Records from a data source:
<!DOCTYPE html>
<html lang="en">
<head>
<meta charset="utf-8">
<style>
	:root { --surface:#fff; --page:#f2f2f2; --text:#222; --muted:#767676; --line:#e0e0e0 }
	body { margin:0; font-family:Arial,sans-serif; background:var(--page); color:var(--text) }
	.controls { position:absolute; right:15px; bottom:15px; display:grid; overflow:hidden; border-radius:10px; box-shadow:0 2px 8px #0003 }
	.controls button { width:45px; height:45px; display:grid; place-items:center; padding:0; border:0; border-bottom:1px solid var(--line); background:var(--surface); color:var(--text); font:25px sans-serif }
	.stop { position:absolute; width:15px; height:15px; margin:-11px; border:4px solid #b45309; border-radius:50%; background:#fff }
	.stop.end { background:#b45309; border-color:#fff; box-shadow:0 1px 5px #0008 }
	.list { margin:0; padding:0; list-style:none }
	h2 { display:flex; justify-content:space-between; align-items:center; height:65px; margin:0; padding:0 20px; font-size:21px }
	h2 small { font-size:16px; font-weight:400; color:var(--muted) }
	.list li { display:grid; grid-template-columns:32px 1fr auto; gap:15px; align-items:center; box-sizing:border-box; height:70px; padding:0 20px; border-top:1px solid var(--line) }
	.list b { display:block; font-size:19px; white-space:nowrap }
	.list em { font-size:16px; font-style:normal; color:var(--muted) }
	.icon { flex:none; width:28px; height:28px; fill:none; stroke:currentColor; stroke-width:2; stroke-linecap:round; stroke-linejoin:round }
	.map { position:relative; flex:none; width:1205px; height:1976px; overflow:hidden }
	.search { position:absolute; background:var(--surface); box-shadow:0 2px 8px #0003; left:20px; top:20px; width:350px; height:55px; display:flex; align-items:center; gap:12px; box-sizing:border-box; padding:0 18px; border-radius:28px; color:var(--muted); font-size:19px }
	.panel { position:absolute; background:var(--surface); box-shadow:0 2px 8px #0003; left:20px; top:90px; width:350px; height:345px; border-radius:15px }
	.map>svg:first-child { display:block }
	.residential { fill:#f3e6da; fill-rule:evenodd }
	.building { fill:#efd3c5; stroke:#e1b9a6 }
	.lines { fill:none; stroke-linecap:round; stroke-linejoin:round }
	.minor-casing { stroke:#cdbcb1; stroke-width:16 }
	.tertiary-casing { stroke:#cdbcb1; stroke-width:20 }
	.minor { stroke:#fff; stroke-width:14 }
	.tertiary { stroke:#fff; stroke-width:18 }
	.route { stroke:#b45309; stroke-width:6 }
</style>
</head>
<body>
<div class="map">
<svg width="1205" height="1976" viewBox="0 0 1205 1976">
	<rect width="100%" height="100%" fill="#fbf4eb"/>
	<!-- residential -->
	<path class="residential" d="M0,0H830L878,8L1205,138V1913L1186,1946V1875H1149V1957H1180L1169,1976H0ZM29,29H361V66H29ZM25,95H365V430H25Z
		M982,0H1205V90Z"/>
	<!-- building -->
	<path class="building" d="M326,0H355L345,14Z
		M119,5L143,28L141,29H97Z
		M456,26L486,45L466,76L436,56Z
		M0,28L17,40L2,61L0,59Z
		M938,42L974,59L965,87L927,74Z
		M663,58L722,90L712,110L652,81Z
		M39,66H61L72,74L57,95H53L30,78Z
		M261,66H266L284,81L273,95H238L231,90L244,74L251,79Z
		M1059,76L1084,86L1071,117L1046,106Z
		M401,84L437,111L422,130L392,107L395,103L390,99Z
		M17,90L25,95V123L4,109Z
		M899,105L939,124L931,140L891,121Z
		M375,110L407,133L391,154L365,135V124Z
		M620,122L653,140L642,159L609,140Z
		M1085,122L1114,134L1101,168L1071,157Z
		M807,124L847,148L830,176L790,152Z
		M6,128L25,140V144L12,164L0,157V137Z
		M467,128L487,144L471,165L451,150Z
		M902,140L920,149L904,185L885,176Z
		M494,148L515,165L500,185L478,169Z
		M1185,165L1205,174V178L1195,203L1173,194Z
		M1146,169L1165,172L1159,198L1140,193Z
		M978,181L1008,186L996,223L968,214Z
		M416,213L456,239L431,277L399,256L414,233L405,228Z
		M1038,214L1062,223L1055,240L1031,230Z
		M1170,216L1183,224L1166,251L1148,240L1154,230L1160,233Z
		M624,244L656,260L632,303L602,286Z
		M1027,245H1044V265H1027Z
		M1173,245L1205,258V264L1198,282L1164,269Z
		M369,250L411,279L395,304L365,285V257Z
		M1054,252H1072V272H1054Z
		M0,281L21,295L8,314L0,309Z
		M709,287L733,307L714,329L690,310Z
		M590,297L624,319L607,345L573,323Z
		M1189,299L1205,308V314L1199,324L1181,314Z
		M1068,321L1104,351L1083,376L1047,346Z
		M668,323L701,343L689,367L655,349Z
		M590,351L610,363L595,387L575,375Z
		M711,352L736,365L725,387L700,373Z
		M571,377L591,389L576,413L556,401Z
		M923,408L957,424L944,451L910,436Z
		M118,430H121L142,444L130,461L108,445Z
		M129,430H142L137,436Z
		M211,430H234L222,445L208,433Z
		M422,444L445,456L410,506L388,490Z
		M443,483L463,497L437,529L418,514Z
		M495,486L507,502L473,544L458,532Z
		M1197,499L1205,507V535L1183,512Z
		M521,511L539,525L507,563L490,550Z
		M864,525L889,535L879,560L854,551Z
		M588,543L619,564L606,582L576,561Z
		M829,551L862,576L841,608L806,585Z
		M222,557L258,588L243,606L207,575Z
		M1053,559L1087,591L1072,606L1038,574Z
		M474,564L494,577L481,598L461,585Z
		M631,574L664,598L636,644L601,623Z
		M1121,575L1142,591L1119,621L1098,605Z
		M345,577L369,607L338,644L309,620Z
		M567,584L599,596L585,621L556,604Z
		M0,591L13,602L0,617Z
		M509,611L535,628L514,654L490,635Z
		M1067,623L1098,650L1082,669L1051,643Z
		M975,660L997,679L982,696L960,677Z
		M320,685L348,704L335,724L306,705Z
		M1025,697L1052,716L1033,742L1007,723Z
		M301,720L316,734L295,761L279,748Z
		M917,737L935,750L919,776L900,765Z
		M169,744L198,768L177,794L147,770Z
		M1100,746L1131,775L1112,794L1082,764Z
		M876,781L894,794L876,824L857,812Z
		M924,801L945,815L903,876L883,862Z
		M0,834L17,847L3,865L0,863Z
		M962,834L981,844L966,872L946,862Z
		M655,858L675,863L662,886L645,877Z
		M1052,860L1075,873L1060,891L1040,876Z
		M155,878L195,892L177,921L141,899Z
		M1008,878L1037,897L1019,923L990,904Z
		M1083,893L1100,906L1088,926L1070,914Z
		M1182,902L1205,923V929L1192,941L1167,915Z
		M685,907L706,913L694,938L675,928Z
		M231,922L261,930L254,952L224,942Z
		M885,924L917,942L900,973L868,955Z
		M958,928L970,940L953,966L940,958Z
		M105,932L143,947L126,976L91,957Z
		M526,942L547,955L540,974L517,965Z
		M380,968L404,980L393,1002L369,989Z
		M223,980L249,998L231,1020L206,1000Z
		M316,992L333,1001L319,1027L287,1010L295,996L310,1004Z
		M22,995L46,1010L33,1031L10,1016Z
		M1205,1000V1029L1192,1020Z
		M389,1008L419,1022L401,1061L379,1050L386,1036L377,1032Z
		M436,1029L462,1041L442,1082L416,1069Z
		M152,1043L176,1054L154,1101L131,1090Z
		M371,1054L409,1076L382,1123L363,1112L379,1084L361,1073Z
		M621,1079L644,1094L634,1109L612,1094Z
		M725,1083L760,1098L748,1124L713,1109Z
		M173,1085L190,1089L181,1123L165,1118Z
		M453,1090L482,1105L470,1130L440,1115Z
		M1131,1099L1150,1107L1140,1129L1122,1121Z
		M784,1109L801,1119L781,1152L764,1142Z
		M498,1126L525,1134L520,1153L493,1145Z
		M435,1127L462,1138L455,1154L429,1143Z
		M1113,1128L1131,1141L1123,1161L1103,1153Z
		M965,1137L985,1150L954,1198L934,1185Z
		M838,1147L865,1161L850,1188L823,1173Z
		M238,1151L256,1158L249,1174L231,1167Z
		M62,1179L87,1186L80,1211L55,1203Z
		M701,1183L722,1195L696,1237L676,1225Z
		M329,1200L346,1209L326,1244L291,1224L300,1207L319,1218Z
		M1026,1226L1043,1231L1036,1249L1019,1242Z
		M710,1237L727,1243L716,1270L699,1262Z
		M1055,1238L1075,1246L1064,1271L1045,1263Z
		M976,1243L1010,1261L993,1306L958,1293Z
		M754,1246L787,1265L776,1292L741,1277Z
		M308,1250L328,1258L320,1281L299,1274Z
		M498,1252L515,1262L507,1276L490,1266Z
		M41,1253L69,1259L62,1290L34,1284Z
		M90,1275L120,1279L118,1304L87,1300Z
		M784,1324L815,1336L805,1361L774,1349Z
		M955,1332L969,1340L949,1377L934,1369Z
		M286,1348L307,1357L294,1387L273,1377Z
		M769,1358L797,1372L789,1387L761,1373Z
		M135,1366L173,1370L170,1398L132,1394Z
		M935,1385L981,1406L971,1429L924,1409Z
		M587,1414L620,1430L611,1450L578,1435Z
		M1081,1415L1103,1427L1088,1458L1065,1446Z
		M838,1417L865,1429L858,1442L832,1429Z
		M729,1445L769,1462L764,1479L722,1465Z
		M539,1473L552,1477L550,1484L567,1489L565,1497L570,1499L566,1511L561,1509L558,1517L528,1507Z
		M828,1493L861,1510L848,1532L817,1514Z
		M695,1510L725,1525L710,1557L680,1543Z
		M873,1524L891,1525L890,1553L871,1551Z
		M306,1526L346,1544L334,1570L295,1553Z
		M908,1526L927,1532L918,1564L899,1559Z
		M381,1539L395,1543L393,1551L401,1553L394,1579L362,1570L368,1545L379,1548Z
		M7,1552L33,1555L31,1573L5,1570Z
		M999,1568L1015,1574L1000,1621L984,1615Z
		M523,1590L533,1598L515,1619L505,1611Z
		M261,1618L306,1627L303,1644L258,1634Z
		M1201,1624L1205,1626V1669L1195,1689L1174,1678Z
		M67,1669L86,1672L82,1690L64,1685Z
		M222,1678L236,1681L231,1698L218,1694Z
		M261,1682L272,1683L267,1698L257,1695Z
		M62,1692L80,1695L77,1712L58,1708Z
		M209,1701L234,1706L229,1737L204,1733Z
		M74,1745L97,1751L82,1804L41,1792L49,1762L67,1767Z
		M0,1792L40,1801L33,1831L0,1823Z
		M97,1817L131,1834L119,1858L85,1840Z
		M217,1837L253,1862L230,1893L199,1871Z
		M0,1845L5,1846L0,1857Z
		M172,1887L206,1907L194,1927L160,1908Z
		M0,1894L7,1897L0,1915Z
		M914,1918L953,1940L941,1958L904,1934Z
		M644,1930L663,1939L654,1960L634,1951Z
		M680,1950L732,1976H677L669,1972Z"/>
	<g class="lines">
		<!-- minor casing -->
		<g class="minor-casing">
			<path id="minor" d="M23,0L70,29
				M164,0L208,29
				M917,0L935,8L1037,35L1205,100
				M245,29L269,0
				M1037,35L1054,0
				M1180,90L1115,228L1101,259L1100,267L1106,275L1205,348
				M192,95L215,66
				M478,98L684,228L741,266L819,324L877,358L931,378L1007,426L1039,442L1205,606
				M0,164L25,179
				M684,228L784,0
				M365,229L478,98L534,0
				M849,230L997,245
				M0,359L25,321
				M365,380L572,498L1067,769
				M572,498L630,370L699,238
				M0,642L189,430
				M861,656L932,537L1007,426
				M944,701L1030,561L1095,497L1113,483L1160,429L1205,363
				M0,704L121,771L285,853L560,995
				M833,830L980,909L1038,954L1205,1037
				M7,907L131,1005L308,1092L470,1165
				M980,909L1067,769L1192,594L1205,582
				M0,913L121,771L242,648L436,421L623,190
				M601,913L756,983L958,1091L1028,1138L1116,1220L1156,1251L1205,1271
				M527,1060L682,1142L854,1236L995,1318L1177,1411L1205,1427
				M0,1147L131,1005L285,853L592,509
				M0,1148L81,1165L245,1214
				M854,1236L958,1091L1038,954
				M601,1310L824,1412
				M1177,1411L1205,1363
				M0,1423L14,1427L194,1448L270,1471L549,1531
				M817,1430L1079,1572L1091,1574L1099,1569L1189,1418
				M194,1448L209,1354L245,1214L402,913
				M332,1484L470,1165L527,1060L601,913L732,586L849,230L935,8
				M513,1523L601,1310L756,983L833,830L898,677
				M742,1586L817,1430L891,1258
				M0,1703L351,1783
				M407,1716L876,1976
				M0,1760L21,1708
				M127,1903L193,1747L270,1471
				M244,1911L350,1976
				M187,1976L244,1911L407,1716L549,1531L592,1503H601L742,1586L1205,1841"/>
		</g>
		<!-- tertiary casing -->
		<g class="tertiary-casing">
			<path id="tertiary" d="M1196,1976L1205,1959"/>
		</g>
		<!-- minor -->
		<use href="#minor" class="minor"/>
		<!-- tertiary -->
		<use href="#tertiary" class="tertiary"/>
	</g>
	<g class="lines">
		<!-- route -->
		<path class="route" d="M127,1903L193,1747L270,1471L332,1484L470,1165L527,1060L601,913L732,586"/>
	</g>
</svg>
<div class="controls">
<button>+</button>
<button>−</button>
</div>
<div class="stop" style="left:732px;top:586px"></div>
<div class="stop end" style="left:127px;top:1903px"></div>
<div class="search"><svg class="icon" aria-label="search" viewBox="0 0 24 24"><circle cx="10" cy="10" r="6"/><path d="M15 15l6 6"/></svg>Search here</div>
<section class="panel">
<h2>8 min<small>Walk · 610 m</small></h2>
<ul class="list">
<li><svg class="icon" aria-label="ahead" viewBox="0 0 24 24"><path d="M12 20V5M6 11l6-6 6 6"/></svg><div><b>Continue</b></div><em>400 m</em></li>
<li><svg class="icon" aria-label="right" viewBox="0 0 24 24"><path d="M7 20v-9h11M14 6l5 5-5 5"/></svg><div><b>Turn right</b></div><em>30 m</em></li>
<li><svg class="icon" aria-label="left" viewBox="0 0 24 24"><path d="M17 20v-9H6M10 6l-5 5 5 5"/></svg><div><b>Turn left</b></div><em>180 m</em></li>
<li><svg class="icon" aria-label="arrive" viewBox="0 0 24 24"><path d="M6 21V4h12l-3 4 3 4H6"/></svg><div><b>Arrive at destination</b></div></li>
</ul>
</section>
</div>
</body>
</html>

_Activity_:
The lines from the beginning of the records through the line containing "margin:0; font-family:Arial,sans-serif; background:var(--page);" should be reproduced exactly. Include nothing else.

_Expected output_:
<!DOCTYPE html>
<html lang="en">
<head>
<meta charset="utf-8">
<style>
	:root { --surface:#fff; --page:#f2f2f2; --text:#222; --muted:#767676; --line:#e0e0e0 }
	body { margin:0; font-family:Arial,sans-serif; background:var(--page); color:var(--text) }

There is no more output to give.